リップシャッツ 信元 夏代
アスパイア・インテリジェンス社 代表取締役

 理念を共有し、固有の優れた組織風土を持つ企業は競争力が高いことが、様々な学者の研究や企業の事例でも実証されている。今回は一社員の発案から、理念の共有により、短期間で国境を越えて大きなインパクトを生み出すCSRプログラムへと発展した事例を紹介しよう。

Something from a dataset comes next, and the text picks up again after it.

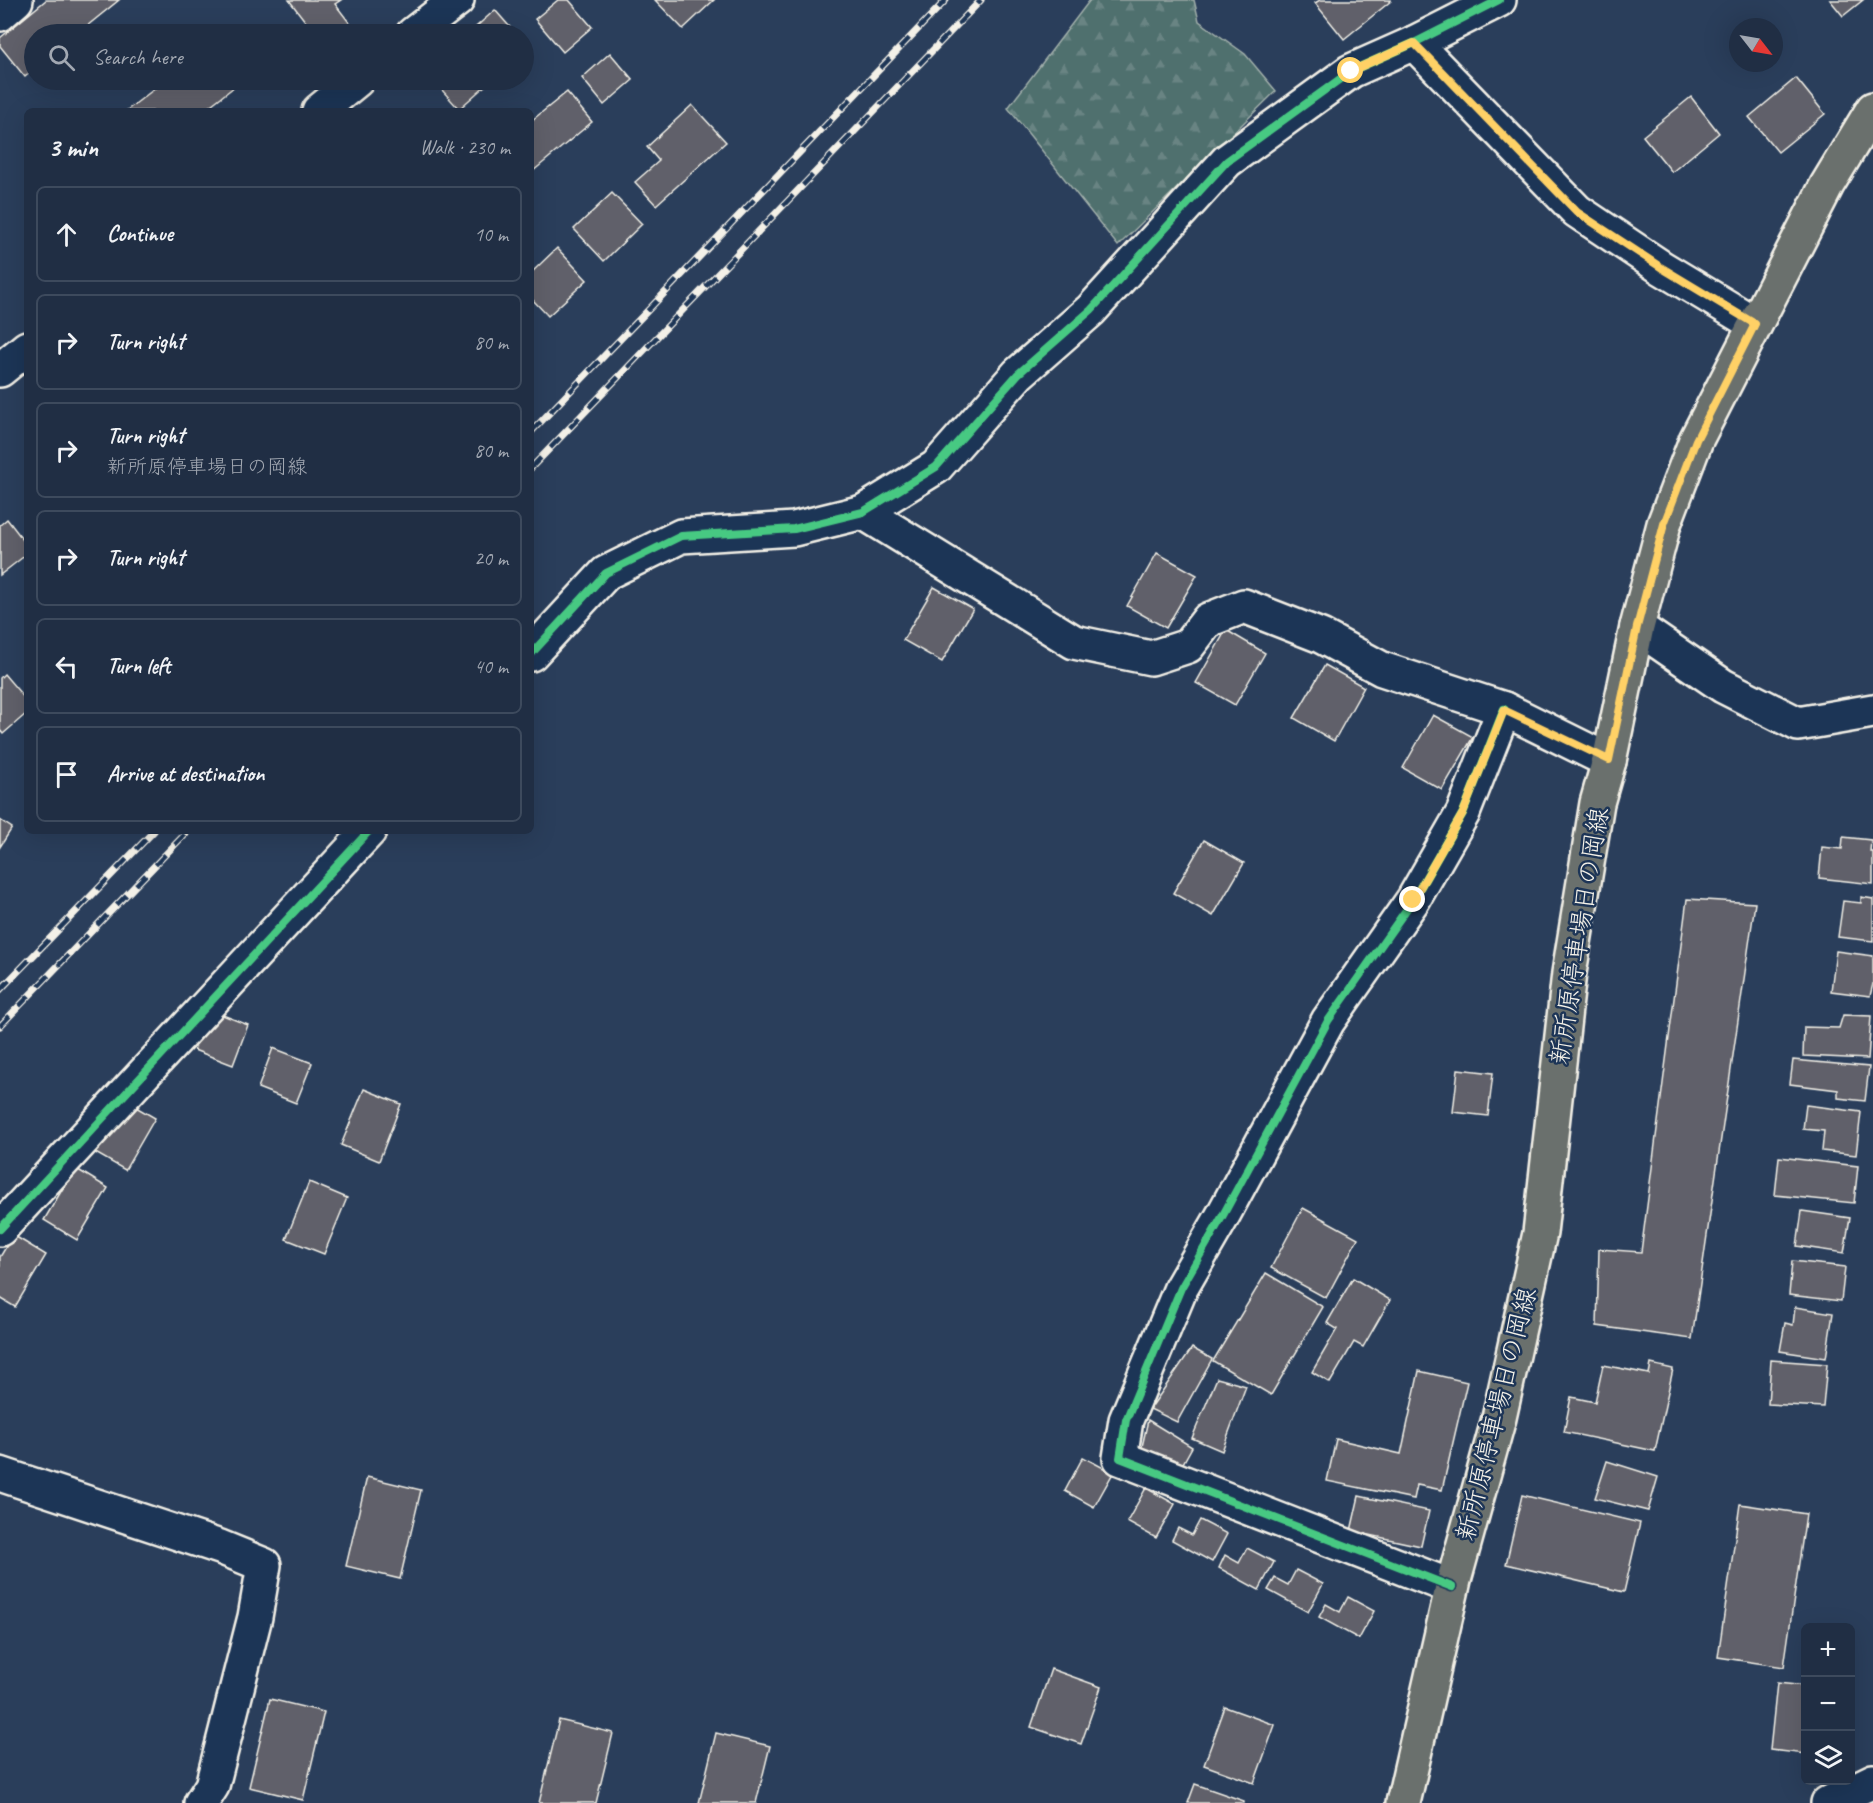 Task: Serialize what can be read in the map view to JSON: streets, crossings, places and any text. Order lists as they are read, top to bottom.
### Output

 オシュコシュビゴッシュは1895年にウィスコンシン州オシュコシュ市で創業された子供服のアパレルブランド。アメリカで200店舗以上のアウトレットストアを構えるほか、世界65カ国において、百貨店への店舗内出店や、通販なども展開している。このオシュコシュビゴッシュが、今年3月11日に日本で起こった大惨事、東日本大地震に素早く対応すべく、子供服を被災地に届けるプログラム、Cranes for Kidsを地震発生後たった2週間強で世界中で立ち上げた。その原動力となったのは、正にオシュコシュビゴッシュ社内外での理念の共有であった。

届け、千羽鶴に乗せた祈りと願い

「日本の津波のニュースを聞いたとき、すぐに何かをしなければいけない、と、いてもたってもいられなかったんです」

 オシュコシュビゴッシュのブランド戦略ディレクター兼カーターズ・インク(オシュコシュビゴッシュの親会社)のフィランソロピー戦略ディレクター、タニヤ・コベントリー・ストラダーさんはその時の様子を振り返る。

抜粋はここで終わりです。